Learnings: Where do I start? This section was both interesting and frustrating. I also began to doubt my choice of dataset. I was frustrated trying to identify a possible distribution fit to apply to the data and possibly spent too much time on this at the expense of using my time more productively on generating a synthetic dataset. I did however gain valuable insight into distplot formatting using “kws” and using SciPy stats. I also learned how to combine Seaborn boxplots and stripplots.

Topics: heatmaps, Perason’s correlation method, stripplots, Gumbel distribution, Scipy.


6.0 Flight Status: This section follows the same approach as I took in section 5 ut looks at flight status instead of the reasons for delay. By flight status I mean, flights diverted, canceled and on time.

Learnings: Same as section 5.

Topics: distplots, stripplots, Gumbel distribution, Scipy.


7.0 Simulation: This is where I generate the synthetic data using the distributions identified in the previous sections. We could only do this using the numpy.random.package.
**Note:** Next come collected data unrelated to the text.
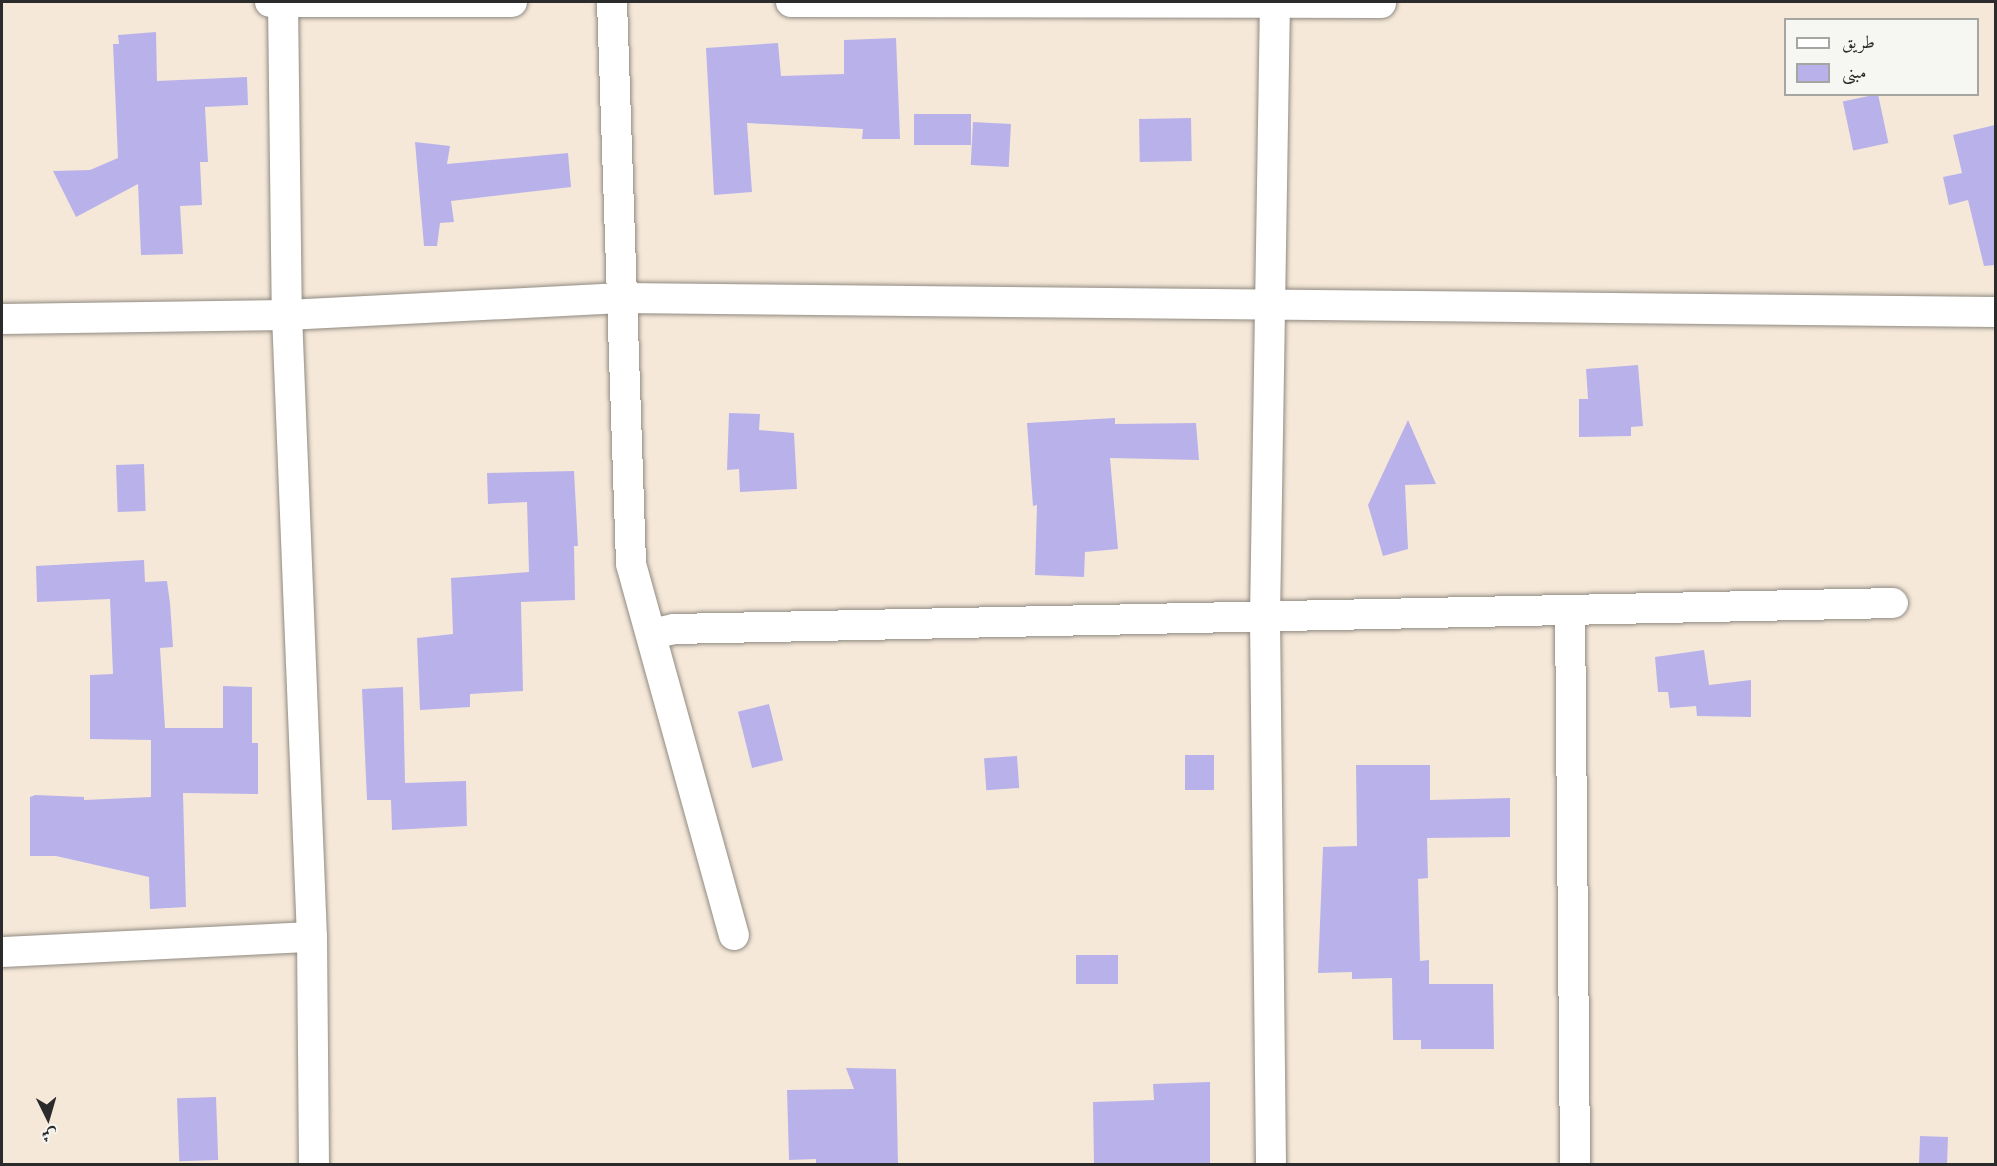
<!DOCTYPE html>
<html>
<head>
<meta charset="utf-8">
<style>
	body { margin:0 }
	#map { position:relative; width:1997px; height:1166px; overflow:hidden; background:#f5e8d8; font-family:"Libre Caslon Text",Amiri,serif }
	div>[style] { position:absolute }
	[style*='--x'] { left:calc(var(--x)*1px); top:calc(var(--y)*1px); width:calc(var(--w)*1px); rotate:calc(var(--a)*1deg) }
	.building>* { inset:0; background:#b9b2ea; transform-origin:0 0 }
	.roads { filter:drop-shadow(0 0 2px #908a82) drop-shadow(0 0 2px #908a82) }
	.minor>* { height:30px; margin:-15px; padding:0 15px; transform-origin:15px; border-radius:15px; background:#fff }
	span { translate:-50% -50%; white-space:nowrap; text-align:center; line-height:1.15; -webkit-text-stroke:4.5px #f6f6f2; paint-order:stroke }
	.frame { position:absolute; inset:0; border:3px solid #2b2b2b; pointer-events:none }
	.legend { position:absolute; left:1784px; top:18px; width:195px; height:78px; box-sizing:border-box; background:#f6f6f2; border:2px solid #a5a5a2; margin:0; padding:8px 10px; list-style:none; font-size:18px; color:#2b2b2b }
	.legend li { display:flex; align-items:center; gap:12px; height:30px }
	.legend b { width:30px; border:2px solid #a5a5a2 }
	.north { position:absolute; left:18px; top:1088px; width:60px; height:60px; -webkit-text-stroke:4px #f6f6f2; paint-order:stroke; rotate:175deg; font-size:16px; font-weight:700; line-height:24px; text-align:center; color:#2b2b2b }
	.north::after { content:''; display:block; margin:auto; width:21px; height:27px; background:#2b2b2b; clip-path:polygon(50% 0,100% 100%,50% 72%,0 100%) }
</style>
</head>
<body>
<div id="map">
	<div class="building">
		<div style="clip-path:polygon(156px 32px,157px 81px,247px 77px,248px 105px,205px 107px,208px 162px,200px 162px,202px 205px,180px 206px,183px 254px,141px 255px,138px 184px,76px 217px,53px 171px,90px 170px,118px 158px,113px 44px,119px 44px,118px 35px)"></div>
		<div style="clip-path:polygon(896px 38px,900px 139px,862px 139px,863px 129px,747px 123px,752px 192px,714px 195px,706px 48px,778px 43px,781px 76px,844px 74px,844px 40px)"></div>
		<div style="left:1878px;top:94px;width:50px;height:36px;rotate:78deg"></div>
		<div style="left:971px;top:114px;width:31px;height:57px;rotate:90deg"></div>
		<div style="left:1191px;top:118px;width:43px;height:52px;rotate:89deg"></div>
		<div style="left:973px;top:122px;width:38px;height:43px;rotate:3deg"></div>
		<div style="clip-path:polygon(1995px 125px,1995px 265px,1984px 266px,1968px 200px,1949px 205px,1943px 177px,1962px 173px,1953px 135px)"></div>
		<div style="clip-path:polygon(415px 142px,450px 146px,447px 164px,568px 153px,571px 187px,451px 201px,454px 222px,440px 223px,437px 246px,424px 246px)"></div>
		<div style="clip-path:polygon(1638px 365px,1643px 426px,1631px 427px,1631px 436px,1579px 437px,1579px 399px,1588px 399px,1586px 369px)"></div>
		<div style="clip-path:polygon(729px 413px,760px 414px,759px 430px,794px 433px,797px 489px,740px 492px,739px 469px,727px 470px)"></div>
		<div style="clip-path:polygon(1115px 418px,1115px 424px,1196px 423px,1199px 460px,1110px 458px,1118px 549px,1085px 552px,1084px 577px,1035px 575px,1037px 505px,1033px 506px,1027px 423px)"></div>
		<div style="clip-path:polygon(1408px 420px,1436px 484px,1405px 485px,1408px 549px,1383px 556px,1368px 505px)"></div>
		<div style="left:144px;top:464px;width:47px;height:28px;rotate:88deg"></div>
		<div style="clip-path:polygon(574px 471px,578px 546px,574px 546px,575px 600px,521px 602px,523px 691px,470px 694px,470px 707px,420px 710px,417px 638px,453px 634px,451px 578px,529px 572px,527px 502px,488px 504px,487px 473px)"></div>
		<div style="clip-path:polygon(144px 560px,145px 582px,167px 581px,170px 603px,173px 647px,160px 648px,165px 728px,223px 728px,223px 686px,252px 687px,252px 743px,258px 743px,258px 794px,183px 793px,186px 907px,150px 909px,149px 877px,56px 856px,30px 856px,30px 797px,35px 795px,84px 797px,84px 800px,151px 797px,151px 740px,90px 739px,90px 675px,113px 674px,110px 599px,37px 602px,36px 566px)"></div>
		<div style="clip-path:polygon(1704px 650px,1709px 685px,1751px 680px,1751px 717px,1697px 716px,1696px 706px,1670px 708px,1668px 692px,1658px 692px,1655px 657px)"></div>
		<div style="clip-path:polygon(403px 687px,405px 783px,466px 781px,467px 826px,392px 830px,391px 800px,367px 800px,362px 689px)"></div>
		<div style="left:769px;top:704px;width:58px;height:32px;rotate:76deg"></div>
		<div style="left:1214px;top:755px;width:35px;height:29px;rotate:90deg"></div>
		<div style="left:1017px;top:756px;width:32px;height:33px;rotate:86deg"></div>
		<div style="clip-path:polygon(1356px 765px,1430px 765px,1430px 800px,1510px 798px,1510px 837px,1427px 838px,1428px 878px,1418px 879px,1420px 961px,1429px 960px,1429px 984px,1493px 984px,1494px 1049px,1421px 1049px,1421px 1040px,1393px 1040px,1392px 978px,1352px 979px,1352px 972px,1318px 973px,1323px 847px,1357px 846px)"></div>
		<div style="left:1118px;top:955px;width:29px;height:42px;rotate:90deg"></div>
		<div style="clip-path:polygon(846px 1068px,896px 1069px,898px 1164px,816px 1164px,816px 1159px,789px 1160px,787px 1090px,854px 1089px)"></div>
		<div style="clip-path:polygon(1210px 1082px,1210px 1164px,1094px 1164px,1093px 1102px,1154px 1100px,1153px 1084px)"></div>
		<div style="left:216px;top:1097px;width:63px;height:39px;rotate:88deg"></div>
		<div style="left:1920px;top:1136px;width:28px;height:28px;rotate:2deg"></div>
	</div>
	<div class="roads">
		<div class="minor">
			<div style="--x:270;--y:2;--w:242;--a:0"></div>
			<div style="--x:283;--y:2;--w:313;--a:89.3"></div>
			<div style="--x:287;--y:315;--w:623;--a:87.7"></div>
			<div style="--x:312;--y:937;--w:227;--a:89.5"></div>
			<div style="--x:612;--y:2;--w:562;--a:88.06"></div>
			<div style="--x:631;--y:564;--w:385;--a:74.5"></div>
			<div style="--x:791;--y:2;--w:590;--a:0.1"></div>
			<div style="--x:2;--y:319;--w:285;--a:-0.8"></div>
			<div style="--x:287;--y:315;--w:335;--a:-2.9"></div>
			<div style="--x:622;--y:298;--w:1374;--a:0.58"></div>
			<div style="--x:1570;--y:610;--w:554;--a:89.48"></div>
			<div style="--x:651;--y:634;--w:24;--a:-12"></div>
			<div style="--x:674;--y:629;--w:1219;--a:-1.22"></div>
			<div style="--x:2;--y:952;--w:310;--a:-2.8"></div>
			<div style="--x:1271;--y:1164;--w:547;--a:-90.63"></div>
			<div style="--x:1265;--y:617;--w:615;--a:-89.07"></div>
		</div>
	</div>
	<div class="frame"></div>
	<ul class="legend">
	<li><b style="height:8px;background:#fff"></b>طريق</li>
	<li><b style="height:16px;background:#b9b2ea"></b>مبنى</li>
	</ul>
	<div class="north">ش</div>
</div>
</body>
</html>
As well as generating the random data for the variables, I also had to create columns for totals.

Learnings: I learned a lot from this section especially NumPy. Since I was trying to produce data closely aligned to the properties of my real-world phenomenon I ran into issues. Using the NumPy gumbel distribution did not allow setting a ceiling. Which meant it would generate more records than I wanted but would create the distribution I needed. It also generated negative numbers which I didn’t want but overcame using the “abs” function. I also learned how to output a dataframe to an excel file.

Topics: NumPy, Gumbel distribution, concatenation, index reset, export dataframe to excel.


8.0 Simulation Analysis: In this section I created two statistical summaries of the original and synthetic dataset as well as using df.info() to check that thae data types where the same and that I had no null values.


9.0 Comparison: Finally I produced scatterplots of each of the numeric variables to see how aligned they are and bar plots of total flights by year and month. I also displayed the simulated dataset in an output cell within the Jupyter notebook.

Learnings: Here I learned how to concatenate the two dataframes using "assign" so that I could compare the original and synthetic data against each other.


4. Conclusion

Overall I think I made a good attempt at creating a synthetic dataset for this project however I did make some errors along the way. I chose a real world phenomenon that could be measured and for which you could collect data points across at least four variables but I chose the wrong dataset in hindsight. In order to simulate the data I should have chosen a datset that recorded flights in a time series and had classification variables for each individual flight. If that was the case I could have used more functionality from the numpy.random.package. I could also have applied better distributions including poisson and binomial or exponential to detemine the outcome of each flight and aggregate the results. All in all it was an interesting project to work on and I definitely learned alot in developing the solution.